The term was made popular by John Nunn's book "Secrets of Practical Chess". He describes a friendly match of 100 rapid games where he beat a 2300-rated player by 88-12:
"I thought that I would see lots of advanced strategic concepts in these games but actually all I have learnt is LPDO" ... During the remaining games I saw what he meant. Most of the games were decided by relatively simple tactics involving undefended pieces, when the LP would duly DO.
Brian's answer gives you the "why". I will add a bit of "when not", as this, as usual, is a rule of thumb which happily may be ignored by a stronger player. Thus, the limitations of the rule...
- Does not help at all against attacks of pesky pawns (assuming "piece" meant "officer") or more generally, light force kicking your heavies around.
- Overprotecting everything makes your position somewhat cramped.
- Protection is a liability that limits the agility. Good luck mating with each and any piece protected at all times!
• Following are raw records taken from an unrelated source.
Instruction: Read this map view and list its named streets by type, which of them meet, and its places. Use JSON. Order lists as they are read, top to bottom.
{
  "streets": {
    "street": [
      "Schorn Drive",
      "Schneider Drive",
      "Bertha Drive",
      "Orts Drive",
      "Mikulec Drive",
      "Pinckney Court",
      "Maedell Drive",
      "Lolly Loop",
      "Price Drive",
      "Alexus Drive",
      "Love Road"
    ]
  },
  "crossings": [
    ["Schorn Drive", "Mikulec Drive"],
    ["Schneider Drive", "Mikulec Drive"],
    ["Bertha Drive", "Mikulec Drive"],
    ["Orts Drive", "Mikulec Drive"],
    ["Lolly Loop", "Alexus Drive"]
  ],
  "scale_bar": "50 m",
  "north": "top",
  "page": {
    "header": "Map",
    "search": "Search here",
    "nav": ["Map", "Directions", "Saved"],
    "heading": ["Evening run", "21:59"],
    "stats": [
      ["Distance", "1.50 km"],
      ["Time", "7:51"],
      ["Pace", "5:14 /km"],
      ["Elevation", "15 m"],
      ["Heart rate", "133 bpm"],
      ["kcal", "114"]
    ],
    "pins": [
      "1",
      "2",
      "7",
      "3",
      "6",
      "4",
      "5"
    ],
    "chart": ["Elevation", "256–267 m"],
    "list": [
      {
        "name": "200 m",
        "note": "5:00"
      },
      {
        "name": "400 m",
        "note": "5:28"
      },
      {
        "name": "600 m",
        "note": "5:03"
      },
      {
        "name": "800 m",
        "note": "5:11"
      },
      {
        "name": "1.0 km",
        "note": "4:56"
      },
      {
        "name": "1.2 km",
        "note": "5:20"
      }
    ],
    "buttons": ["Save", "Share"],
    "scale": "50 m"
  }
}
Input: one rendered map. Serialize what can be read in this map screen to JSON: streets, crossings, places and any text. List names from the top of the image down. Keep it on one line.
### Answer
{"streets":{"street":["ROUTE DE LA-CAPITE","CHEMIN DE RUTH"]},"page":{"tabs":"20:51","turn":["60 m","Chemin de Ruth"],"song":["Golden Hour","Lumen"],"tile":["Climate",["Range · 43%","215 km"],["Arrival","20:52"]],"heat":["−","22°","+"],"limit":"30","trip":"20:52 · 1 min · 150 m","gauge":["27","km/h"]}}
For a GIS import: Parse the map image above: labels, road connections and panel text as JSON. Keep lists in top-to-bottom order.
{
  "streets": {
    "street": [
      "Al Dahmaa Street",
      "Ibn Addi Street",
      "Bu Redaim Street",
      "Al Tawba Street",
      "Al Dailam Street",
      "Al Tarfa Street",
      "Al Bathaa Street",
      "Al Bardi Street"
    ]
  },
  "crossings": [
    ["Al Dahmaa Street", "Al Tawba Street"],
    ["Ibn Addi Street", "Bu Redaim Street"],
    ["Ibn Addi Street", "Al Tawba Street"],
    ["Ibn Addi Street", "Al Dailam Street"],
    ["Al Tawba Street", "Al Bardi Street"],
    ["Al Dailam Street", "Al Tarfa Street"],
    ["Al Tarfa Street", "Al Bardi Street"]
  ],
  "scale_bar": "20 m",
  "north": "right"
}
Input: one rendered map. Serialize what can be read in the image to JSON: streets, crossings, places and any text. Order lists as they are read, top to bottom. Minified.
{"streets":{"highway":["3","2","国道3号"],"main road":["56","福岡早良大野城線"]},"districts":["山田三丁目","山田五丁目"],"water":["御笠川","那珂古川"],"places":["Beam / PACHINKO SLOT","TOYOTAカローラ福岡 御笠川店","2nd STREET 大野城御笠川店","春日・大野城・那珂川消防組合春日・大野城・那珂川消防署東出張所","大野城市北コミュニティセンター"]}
- Might be in clash with other rules of thumb. E.g. using the "bulls head" (e4 d4 Nc3 Nf3 Rd1 Re1) your bishops must go to b5 and g5 by this rule, which are usual good squares anyway, but sometimes c4 and f4 are fine or even better. BTW, in the latter case protecting them with pawns to b3/g3 by the rule is more often a bad idea than not!
Also as usual, don't worry - eventually you get stronger and know by yourself when and how to follow the rule in spirit, not in letter.